The fastest way: ZocialComment (free)

ZocialComment is a browser tool that fetches Facebook comments from any public page post, Reel, or video. The free tier handles 200 comments per export with no signup required — enough for most posts.

Step 1 — Copy the Facebook post URL

Three URL formats are supported:

  • https://www.facebook.com/{page}/posts/{post_id} (standard page posts)
  • https://www.facebook.com/reel/{id} (Reels)
  • https://www.facebook.com/watch/?v={id} or https://fb.watch/{id} (videos)

Easiest way to grab the URL: right-click the timestamp under any comment on the post and pick "Copy link".

Step 2 — Paste into the exporter

Open zocialcomment.com/export/facebook and paste the URL into the form. You can paste up to 50 URLs at once (one per line) — all comments end up in the same export.

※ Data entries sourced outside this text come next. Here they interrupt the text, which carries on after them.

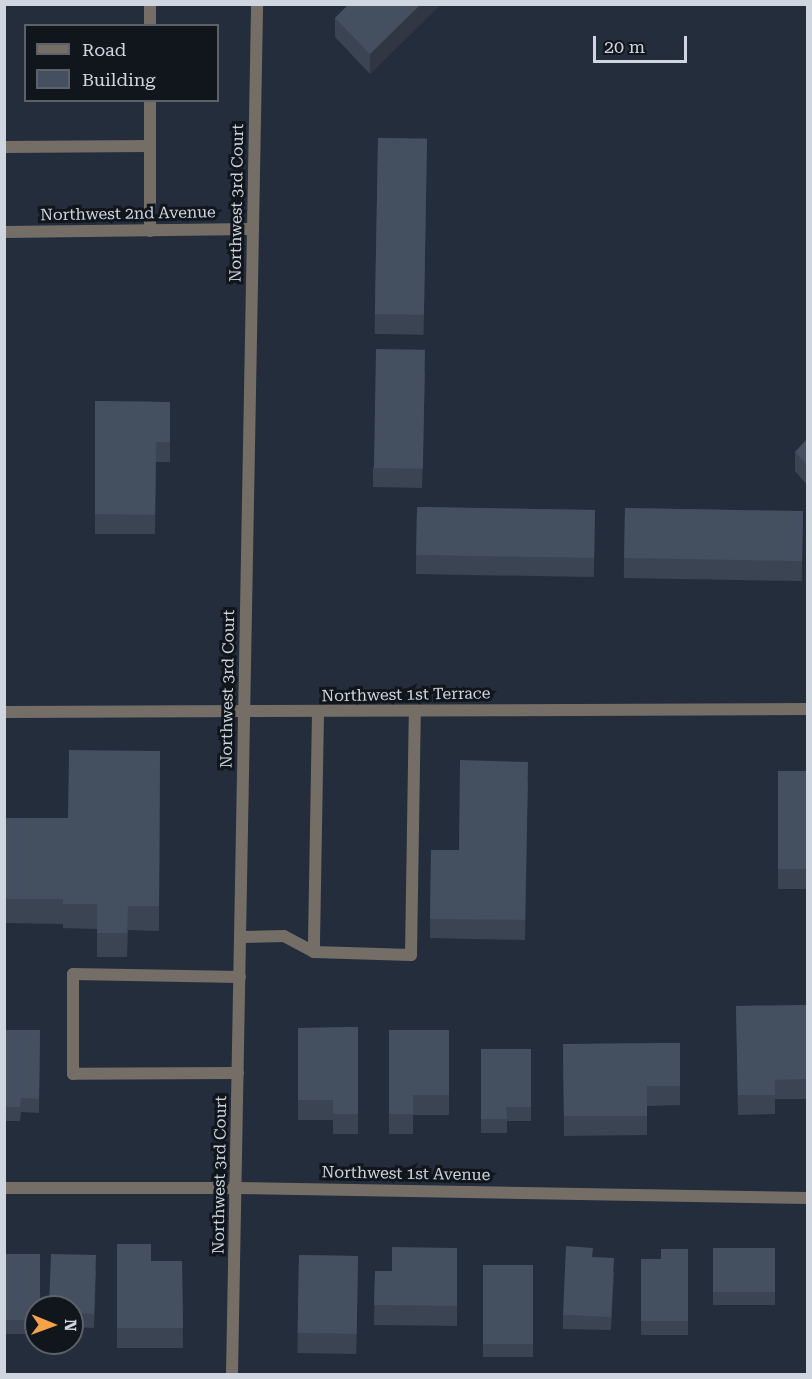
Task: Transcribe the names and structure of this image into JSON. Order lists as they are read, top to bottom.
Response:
{
  "streets": {
    "street": [
      "Northwest 3rd Court",
      "Northwest 2nd Avenue",
      "Northwest 1st Terrace",
      "Northwest 1st Avenue"
    ]
  },
  "crossings": [
    ["Northwest 3rd Court", "Northwest 2nd Avenue"],
    ["Northwest 3rd Court", "Northwest 1st Terrace"],
    ["Northwest 3rd Court", "Northwest 1st Avenue"]
  ],
  "legend": ["Road", "Building"],
  "scale_bar": "20 m",
  "north": "right"
}
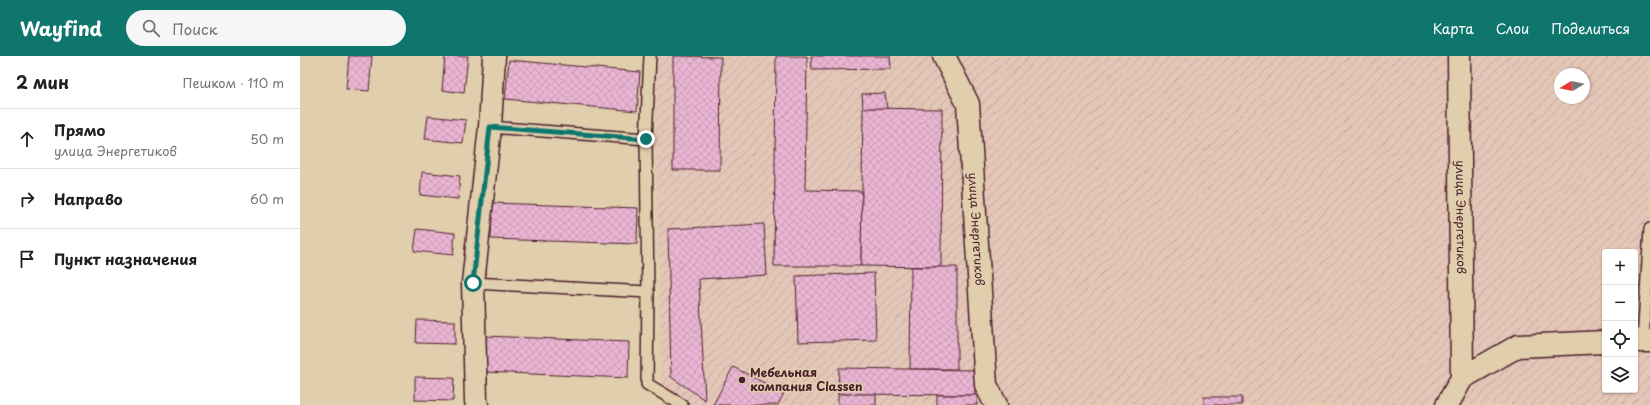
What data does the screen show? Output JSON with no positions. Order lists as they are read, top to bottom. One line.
{"streets":{"street":["улица Энергетиков"]},"places":["Мебельная компания Сlassen"],"north":"left","page":{"header":"Wayfind","search":"Поиск","nav":["Карта","Слои","Поделиться"],"heading":["2 мин","Пешком · 110 m"],"list":[["Прямо","улица Энергетиков","50 m"],["Направо","60 m"],"Пункт назначения"],"map_buttons":["+","−"]}}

Step 3 — Click Export, download the CSV

Click "Export Comments". The tool fetches every comment Facebook exposes publicly (the free tier caps at 200 per post — Starter at $20/mo gives you unlimited up to your credit balance). When the count finishes, you get download buttons for CSV and JSON.

Why not just use the Facebook Graph API?

You can technically pull comments via the Graph API, but in practice it's a lot of work for a one-off export:

  1. Create a Facebook developer account at developers.facebook.com.
  2. Create a new app, configure permissions (pages_read_engagement).
  3. Generate a Page Access Token — requires you to be an admin of the page, which you usually aren't for competitor research.
  4. Submit the app for review if you want long-lived tokens.
  5. Write code to handle pagination and rate limits.

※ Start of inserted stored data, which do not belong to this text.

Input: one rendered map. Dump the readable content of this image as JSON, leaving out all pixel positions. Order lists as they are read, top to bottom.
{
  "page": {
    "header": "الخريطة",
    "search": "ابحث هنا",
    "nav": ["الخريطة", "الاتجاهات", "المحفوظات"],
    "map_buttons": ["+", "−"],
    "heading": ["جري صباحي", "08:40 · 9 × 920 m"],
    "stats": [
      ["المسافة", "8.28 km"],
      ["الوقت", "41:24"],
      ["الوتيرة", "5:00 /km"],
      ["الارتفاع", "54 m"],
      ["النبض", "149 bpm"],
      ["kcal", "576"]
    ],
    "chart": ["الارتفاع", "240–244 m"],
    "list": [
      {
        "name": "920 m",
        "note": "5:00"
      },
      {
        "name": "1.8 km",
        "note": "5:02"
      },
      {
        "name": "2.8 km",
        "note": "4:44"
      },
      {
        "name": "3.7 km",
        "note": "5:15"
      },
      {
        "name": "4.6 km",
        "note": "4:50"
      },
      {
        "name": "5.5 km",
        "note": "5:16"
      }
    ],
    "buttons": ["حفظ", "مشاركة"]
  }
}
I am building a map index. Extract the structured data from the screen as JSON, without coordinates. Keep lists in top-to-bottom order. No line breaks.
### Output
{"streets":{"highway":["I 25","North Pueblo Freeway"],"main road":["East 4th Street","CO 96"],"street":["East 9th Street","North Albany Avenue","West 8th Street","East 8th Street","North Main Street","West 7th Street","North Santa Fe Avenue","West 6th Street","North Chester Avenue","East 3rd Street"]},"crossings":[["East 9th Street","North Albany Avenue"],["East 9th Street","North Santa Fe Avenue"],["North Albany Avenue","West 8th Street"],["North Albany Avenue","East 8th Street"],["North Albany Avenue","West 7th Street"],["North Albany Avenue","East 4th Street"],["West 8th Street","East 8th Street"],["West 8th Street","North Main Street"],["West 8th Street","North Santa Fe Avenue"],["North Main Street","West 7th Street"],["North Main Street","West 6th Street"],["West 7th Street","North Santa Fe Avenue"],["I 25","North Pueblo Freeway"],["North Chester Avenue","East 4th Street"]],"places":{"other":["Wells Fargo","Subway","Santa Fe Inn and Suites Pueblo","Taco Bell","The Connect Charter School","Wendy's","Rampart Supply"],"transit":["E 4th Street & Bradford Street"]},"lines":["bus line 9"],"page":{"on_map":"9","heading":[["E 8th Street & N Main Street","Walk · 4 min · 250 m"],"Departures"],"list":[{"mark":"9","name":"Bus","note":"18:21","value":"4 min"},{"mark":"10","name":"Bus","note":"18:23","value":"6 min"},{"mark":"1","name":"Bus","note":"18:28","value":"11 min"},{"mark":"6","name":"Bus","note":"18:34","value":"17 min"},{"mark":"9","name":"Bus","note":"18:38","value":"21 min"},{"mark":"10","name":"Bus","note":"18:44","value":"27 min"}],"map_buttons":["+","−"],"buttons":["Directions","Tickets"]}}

For your own pages this is fine. For competitor pages or any page you don't admin, the Graph API is a dead end. You can't request reading rights on someone else's page.

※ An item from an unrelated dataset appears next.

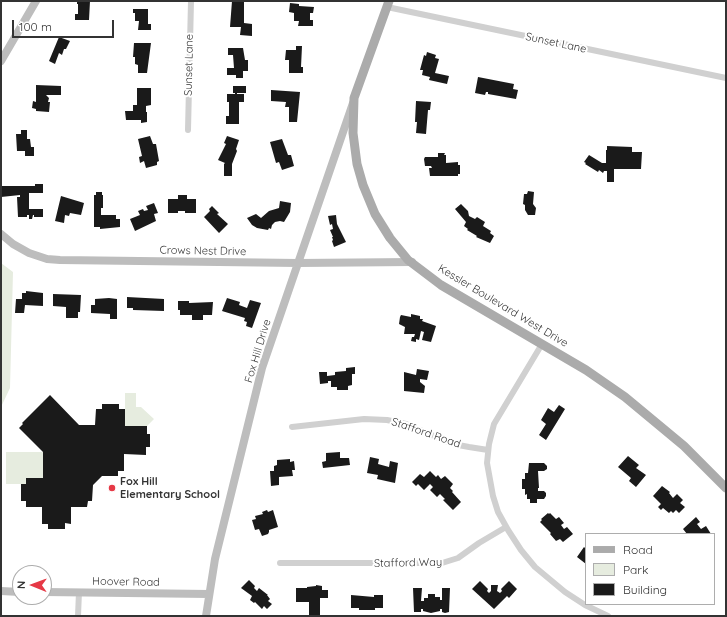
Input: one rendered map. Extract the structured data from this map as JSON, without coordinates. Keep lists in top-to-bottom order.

This is the gap browser-based scrapers fill — they read the same public HTML you see when you scroll the post, parse out comments, and hand you a clean CSV.

Common use cases

1. Competitor ad campaign teardowns

Run a brand's Facebook ad through the Facebook Ad Library to find the post URL, then export the comments. You'll see exactly what objections, questions, and praise people have about that competitor's product — invaluable for positioning your own ads.

2. Reaction sentiment analysis

Facebook's seven reaction types (Like, Love, Wow, Haha, Sad, Angry, Care) are a built-in sentiment signal. Pivot the CSV by reaction counts to find which comments triggered emotional responses — great for crisis monitoring or content optimization.

3. Giveaway winner picking

Running a "comment to win" giveaway? Export all comments, filter by your hashtag or @mention requirement, then use Excel's RANDBETWEEN to pick winners fairly. The export includes the comment timestamp so you can also enforce a cutoff time.

4. UGC mining for marketing copy

Comments on top-performing posts are a goldmine for ad copy. Export comments from your three best-performing posts, paste them into a spreadsheet, and look for repeated phrases. The exact wording your customers use is almost always more persuasive than copy you write from scratch.

What about Facebook groups and personal profiles?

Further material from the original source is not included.